Chief Executive Leung Chun-ying, 62, had risen to prominence quickly in the business world after graduating from Bristol Polytechnic. Upon his return to Hong Kong in 1977, he worked at British real estate firm Jones Lang Wootton and by the age of 30, was the vice-chairman of the company’s branch in the city.
His first prominent role in politics came in 1988 when the then 34-year-old was named secretary-general of the Basic Law Consultative Committee.
After the handover, he was appointed as an executive councillor and later became convenor of the cabinet.
On November 28, 2011, Leung officially announced his bid for the chief executive post, which he won after defeating early favourite Henry Tang Ying-yen.
In contrast with Leung who had not worked in the government before taking up the top job, Financial Secretary John Tsang Chun-wah has had a long career in the civil service.
Tsang worked in the United States’ Boston Public Schools before returning to Hong Kong in 1982. As a member of the Administrative Service, he took on a number of civil service posts. After the city’s return to China, Tsang, 65, served as director-general of the Hong Kong Economic and Trade Office in London, among other positions. The veteran civil servant has been financial secretary since July 1, 2007.
Chinese University political scientist Ivan Choy Chi-keung said it was very likely the move to appoint Tsang as financial secretary was made by the central government. He said: “Since Leung did not have anyone specialising in finance in his team ... Tsang became the one the central government could trust to manage the city’s finances.”
Even before the Wang Chau saga, Tsang was widely compared with his more staid, and sometimes bellicose, boss. But he has long been reluctant to give the impression of his being at loggerheads with the city’s leader.
In 2013, Tsang was hit on the head by an egg thrown by a protester at a town hall meeting. Leung condemned it but the financial minister told the crowd: “My doctor has told me not to eat too many eggs. Luckily I’m not wearing a good suit today.”
Yet despite the fact that much of his rhetoric was still veiled in his signature sense of humour, Tsang has become increasingly more willing to express views strikingly different from Leung’s, as speculations about his joining the chief executive race gain momentum.

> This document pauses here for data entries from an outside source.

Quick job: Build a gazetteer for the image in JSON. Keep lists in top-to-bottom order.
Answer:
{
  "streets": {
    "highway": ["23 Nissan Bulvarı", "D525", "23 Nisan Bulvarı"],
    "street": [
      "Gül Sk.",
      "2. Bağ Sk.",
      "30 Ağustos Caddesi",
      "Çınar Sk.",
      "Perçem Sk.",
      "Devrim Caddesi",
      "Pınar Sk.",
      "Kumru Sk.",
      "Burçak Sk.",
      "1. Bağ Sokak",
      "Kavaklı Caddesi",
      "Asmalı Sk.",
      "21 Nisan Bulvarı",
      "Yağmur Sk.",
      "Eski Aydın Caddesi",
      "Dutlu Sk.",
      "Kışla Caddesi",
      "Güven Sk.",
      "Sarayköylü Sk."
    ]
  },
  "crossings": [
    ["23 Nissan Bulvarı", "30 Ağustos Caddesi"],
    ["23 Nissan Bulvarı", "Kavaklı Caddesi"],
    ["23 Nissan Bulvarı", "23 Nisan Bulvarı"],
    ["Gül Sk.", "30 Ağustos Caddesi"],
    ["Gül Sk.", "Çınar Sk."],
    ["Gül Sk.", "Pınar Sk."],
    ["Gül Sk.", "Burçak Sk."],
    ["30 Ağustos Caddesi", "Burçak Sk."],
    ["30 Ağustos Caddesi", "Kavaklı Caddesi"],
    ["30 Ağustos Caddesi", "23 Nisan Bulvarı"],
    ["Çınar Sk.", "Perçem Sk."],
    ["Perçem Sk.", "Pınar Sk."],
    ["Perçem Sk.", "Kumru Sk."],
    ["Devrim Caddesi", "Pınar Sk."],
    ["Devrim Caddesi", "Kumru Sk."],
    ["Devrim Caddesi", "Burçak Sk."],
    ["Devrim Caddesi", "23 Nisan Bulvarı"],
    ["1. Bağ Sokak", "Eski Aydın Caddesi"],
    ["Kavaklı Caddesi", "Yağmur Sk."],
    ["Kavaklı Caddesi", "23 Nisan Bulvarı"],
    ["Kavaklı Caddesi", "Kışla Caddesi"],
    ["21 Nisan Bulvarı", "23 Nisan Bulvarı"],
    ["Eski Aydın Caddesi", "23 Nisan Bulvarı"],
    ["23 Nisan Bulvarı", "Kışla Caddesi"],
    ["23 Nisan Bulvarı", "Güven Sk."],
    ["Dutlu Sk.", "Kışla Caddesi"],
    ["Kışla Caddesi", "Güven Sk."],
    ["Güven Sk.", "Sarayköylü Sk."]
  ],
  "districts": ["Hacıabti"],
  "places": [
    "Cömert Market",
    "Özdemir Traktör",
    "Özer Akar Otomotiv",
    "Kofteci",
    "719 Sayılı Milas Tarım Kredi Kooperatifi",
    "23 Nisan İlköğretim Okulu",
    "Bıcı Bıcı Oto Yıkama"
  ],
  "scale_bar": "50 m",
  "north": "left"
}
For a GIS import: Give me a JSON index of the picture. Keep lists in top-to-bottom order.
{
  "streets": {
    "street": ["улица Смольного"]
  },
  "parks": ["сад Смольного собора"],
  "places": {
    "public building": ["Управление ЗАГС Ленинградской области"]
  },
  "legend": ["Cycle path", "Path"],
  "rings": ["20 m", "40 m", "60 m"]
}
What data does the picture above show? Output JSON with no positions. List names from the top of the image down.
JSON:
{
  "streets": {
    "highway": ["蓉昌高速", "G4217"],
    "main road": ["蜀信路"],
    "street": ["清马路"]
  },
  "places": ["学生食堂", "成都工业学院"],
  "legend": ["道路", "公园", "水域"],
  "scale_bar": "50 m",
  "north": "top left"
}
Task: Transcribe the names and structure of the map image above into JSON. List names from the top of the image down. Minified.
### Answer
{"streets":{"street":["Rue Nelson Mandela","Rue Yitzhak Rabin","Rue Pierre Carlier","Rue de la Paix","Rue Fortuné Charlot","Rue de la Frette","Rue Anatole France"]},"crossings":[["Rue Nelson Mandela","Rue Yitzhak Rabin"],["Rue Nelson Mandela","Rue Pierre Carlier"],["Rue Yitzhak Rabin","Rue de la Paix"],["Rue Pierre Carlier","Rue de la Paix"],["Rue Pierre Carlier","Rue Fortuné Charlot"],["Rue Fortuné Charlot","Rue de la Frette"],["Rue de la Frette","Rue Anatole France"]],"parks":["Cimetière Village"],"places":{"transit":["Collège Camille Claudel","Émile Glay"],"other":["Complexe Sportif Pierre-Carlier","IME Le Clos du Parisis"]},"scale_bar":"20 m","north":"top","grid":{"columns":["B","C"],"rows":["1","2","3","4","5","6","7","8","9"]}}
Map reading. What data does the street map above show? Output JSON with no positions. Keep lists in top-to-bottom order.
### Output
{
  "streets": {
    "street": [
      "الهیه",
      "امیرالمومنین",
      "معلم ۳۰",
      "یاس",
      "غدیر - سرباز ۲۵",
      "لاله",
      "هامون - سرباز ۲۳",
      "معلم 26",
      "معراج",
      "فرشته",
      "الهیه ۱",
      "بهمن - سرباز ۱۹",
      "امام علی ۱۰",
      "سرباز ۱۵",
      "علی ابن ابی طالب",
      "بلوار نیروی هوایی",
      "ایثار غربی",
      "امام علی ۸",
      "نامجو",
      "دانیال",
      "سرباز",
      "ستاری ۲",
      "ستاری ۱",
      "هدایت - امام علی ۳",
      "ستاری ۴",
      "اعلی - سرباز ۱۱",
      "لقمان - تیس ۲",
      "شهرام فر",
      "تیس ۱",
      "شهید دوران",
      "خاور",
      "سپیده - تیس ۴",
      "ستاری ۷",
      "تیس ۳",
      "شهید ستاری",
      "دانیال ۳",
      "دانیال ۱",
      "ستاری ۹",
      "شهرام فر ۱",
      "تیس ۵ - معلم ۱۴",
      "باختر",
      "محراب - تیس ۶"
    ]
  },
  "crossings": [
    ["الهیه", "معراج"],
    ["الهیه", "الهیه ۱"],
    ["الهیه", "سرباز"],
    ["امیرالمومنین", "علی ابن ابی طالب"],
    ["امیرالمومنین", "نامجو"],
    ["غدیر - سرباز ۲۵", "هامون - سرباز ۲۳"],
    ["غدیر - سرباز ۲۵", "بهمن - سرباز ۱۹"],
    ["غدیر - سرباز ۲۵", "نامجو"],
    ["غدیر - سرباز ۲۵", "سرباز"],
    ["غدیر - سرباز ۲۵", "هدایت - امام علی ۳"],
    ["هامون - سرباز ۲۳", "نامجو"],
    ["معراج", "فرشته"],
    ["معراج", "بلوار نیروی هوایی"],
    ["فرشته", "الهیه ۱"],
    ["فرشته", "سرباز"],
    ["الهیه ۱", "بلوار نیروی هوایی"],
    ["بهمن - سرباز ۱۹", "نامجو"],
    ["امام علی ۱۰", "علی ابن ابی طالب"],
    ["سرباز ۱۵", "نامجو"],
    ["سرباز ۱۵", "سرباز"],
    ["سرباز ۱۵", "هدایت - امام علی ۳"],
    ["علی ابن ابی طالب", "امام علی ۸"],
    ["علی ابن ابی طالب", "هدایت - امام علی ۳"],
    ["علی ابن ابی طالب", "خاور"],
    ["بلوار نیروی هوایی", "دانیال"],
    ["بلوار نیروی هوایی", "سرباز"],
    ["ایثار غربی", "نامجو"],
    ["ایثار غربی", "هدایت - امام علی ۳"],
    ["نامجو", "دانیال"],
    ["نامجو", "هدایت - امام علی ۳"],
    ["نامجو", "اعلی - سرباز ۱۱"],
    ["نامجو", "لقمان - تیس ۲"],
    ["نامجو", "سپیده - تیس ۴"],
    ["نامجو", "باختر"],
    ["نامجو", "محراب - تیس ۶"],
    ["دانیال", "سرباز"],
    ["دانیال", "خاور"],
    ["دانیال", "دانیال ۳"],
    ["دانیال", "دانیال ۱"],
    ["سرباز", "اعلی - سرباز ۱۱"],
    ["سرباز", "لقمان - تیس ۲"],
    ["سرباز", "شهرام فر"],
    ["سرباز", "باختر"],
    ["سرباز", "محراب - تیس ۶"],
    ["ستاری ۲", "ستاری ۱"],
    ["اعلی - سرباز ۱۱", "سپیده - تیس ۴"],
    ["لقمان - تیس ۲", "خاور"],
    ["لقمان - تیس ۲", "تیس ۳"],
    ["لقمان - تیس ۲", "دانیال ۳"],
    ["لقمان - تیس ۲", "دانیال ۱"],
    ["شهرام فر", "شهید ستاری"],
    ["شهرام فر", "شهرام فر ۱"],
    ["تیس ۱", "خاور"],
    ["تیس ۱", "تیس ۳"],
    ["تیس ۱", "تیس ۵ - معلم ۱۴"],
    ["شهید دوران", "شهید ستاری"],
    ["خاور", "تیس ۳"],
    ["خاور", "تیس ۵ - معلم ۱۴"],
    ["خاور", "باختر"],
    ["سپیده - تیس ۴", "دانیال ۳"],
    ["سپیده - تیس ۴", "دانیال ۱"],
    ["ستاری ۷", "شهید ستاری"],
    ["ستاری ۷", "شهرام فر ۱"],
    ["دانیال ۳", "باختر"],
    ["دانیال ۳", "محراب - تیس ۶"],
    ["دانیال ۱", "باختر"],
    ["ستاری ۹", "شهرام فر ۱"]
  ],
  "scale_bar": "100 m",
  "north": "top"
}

Last year, the Asia qualifiers for the 2018 World Cup became a politicised affair as the Hong Kong team came face to face with the mainland just as a localist faction was gaining traction in the city.
Leung came under fire for ducking a question about which team he would back, merely saying he could not watch the game as he would be in Manila. But Tsang, who was also out of town, posted a picture of himself watching the match on a tablet with the caption: “Exciting match!”
He later also put a positive spin on the rise of localism, suggesting such sentiments could become a strong and constructive force binding society together – a stark contrast to the hardline tone taken by Leung. “Since Tsang was not appointed by Leung, I don’t think he feels he owes anything to the chief executive,” Choy said.